Les poëtiques, qui sont les plus ingénieux, sont de [p. 44] plusieurs especes, & tiennent pour la plûpart de l'histoire & de la fable.

On exprime par les uns les choses naturelles, comme les ballets de la nuit, des saisons, des tems, des âges, &c. d'autres sont des allégories qui renferment un sens moral, comme le ballet des proverbes, celui des plaisirs troublés, celui de la mode, des aveugles, de la curiosité, &c.

Il y en a eu quelques - uns de pur caprice, comme le ballet des postures, & celui de bicêtre; quelques autres n'ont été que des expressions naïves de certains évenemens communs, ou de certainés choses ordinaires.
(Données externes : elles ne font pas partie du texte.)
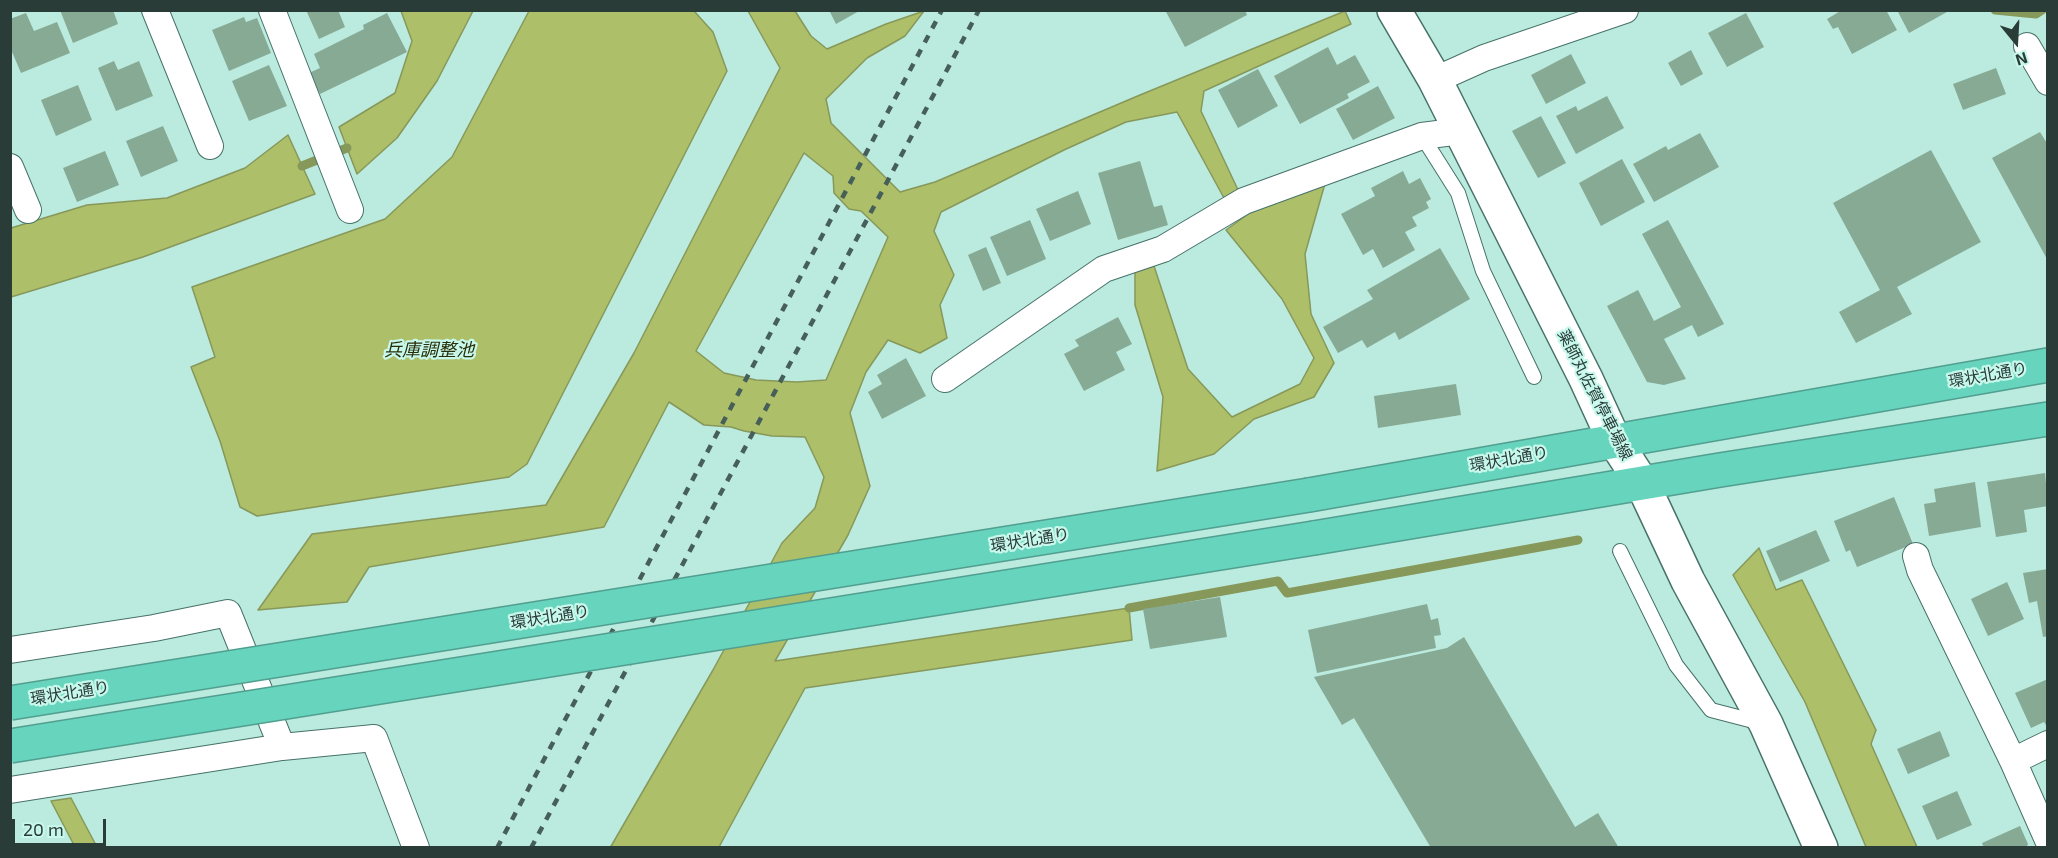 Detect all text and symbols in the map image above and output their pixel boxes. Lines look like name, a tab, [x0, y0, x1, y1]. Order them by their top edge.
north arrow	[1986, 12, 2046, 72]
text: N	[2013, 49, 2030, 70]
street label: 薬師丸佐賀停車場線	[1554, 326, 1636, 464]
water label: 兵庫調整池	[384, 339, 474, 361]
street label: 環状北通り	[1947, 359, 2029, 391]
street label: 環状北通り	[1468, 443, 1550, 475]
street label: 環状北通り	[989, 524, 1071, 556]
street label: 環状北通り	[509, 601, 591, 633]
street label: 環状北通り	[29, 677, 111, 709]
scale bar	[15, 807, 110, 845]
text: 20 m	[23, 818, 64, 840]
De ce nombre étoient les ballets des cris de Paris, de la foire S. Germain, des passe - tems, du carnaval, &c. Enfin l'histoire, la fable, l'allégorie, les romans, le caprice, l'imagination, sont les sources dans lesquelles on a puisé les sujets des grands ballets. On en a vû de tous ces genres différens réussir, & faire honneur à leurs différens inventeurs.

Ce spectacle avoit des regles particulieres, & des parties essentielles & intégrantes, comme le poëme épique & dramatique.
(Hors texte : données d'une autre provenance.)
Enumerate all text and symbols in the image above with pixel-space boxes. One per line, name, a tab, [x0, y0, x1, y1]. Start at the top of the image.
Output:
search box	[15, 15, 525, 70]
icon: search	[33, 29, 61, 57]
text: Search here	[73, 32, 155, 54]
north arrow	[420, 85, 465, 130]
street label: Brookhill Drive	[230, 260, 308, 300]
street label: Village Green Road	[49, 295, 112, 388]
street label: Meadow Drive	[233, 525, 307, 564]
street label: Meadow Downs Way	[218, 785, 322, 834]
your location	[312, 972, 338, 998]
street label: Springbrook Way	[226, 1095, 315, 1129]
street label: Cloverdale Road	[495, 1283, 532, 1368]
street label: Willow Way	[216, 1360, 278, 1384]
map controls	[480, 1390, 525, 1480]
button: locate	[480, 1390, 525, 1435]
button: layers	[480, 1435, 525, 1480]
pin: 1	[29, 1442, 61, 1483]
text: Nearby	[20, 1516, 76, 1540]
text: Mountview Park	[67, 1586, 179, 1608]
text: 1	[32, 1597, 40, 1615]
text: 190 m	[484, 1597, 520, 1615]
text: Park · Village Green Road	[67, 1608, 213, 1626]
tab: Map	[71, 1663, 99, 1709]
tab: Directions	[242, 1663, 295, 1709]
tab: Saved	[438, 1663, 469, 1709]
La premiere regle est l'unité de dessein. En faveur de la difficulté infinie qu'il y avoit à s'assujettir à une contrainte pareille, dans un ouvrage de ce genre, il fut toûjours dispensé de l'unité de tems & de l'unité de lieu. L'invention ou la forme du ballet est la premiere de ses parties essentielles: les figures sont la seconde: les mouvemens la troisieme: la Musique qui comprend les chants, les ritournelles, & les symphonies, est la quatrieme: la décoration & les machines sont la cinquieme: la Poësie est la derniere; elle n'étoit chargée que de donner par quelques récits les premieres notions de l'action qu'on représentoit.

Leur division ordinaire étoit en cinq actes, & chaque acte étoit divisé en 3, 6, 9, & quelquefois 12 entrées.
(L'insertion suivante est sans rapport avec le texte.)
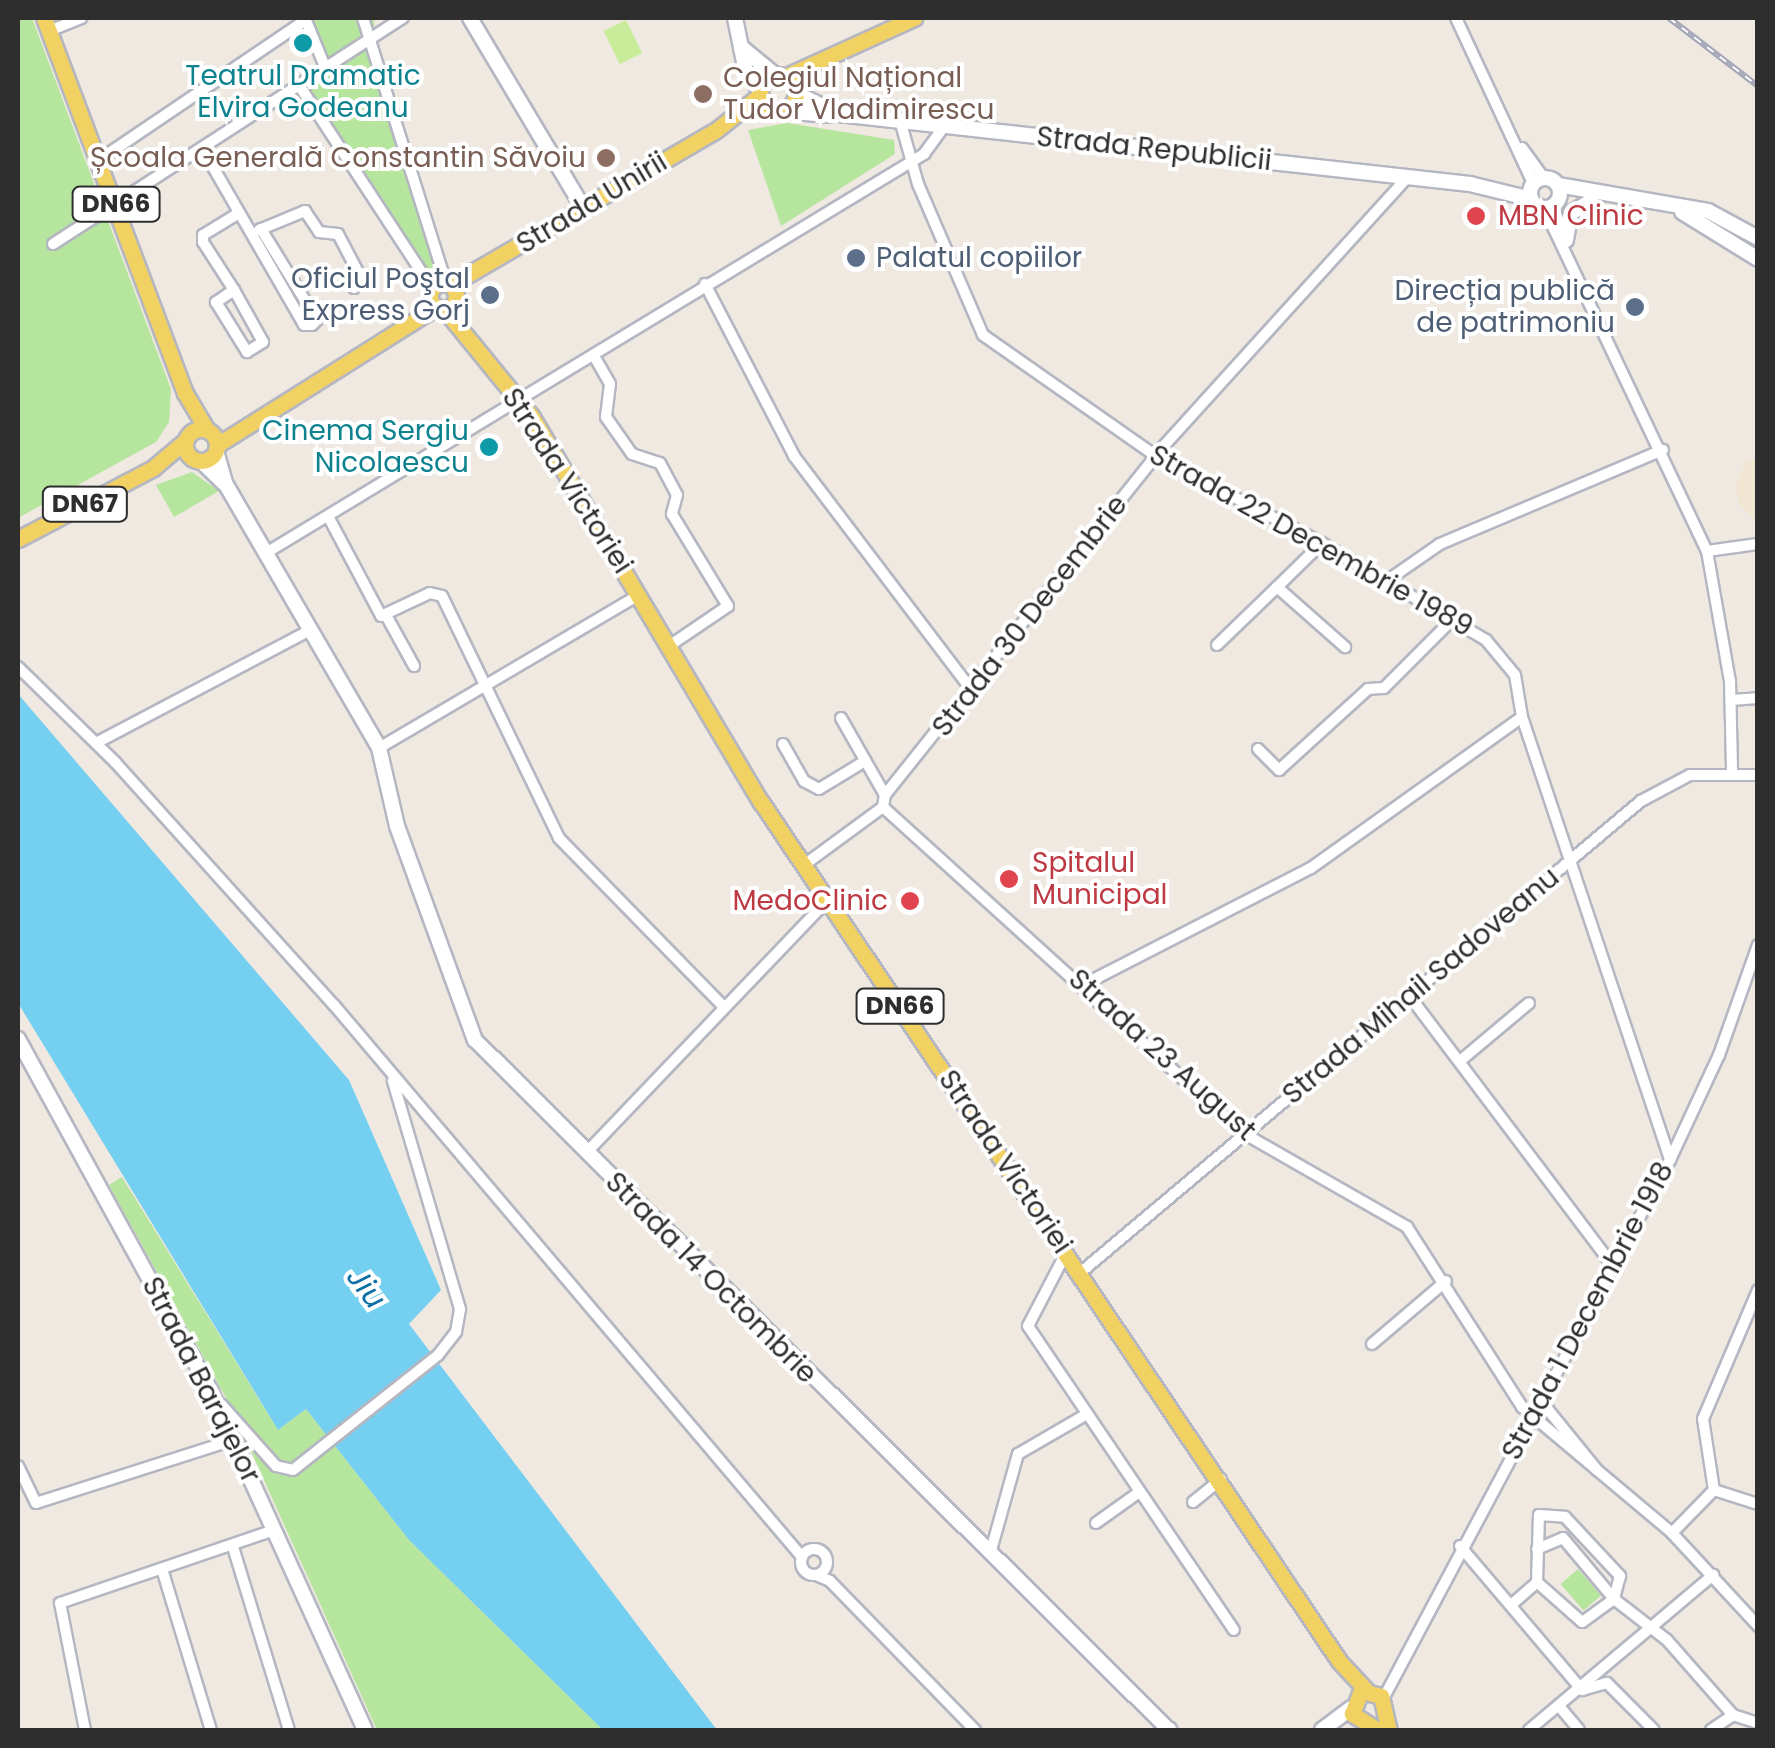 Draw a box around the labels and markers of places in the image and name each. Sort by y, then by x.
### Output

On appelle entrée une ou plusieurs quadrilles de danseurs, qui par leur danse représentent la partie de l'action dont ils sont chargés. Voyez Entrée.

On entend par quadrille, 4, 6, 8, & jusqu'à 12 danseurs vêtus uniformément, ou de caracteres différens, suivant l'exigence des cas. Voyez Quadrille. Chaque entrée étoit composée d'une ou plusieurs quadrilles, selon que l'exigeoit le sujet.

Il n'est point de genre de danse, de sorte d'instrumens, ni de caractere de symphonie, qu'on n'ait fait entrer dans les ballets. Les anciens avoient une singuliere attention à employer des instrumens différens à mesure qu'ils introduisoient sur la scene de nouveaux caracteres; ils prenoient un soin extrème à peindre les âges, les moeurs, les passions des person<-> ages qu'ils mettoient devant les yeux.

A leur exemple dans les grands ballets exécutés dans les différentes cours de l'Europe, on a eu l'attention de mêler dans les orchestres, les instrumens convenables aux divers caracteres qu'on a voulu pçindre; & on s'est attaché plus ou moins à cette partie, selon le plus ou le moins de goût de ceux qui en ont été les inventeurs, ou des souverains pour lesquels on les a exécutés.

On croit devoir rapporter ici en abrégé deux de ces grands ballets, l'un pour faire connoître les fonds, l'autre pour faire appercevoir la marche théatrale de ces sortes de spectacles. C'est du savant traité du P. Ménétrier Jésuite, qu'on a extrait le peu de mots qu'on va lire.

Le gris de lin étoit le sujet du premier; c'étoit la couleur de Madame Chrétienne de France, duchesse de Savoie, à laquelle la fête étoit donnée.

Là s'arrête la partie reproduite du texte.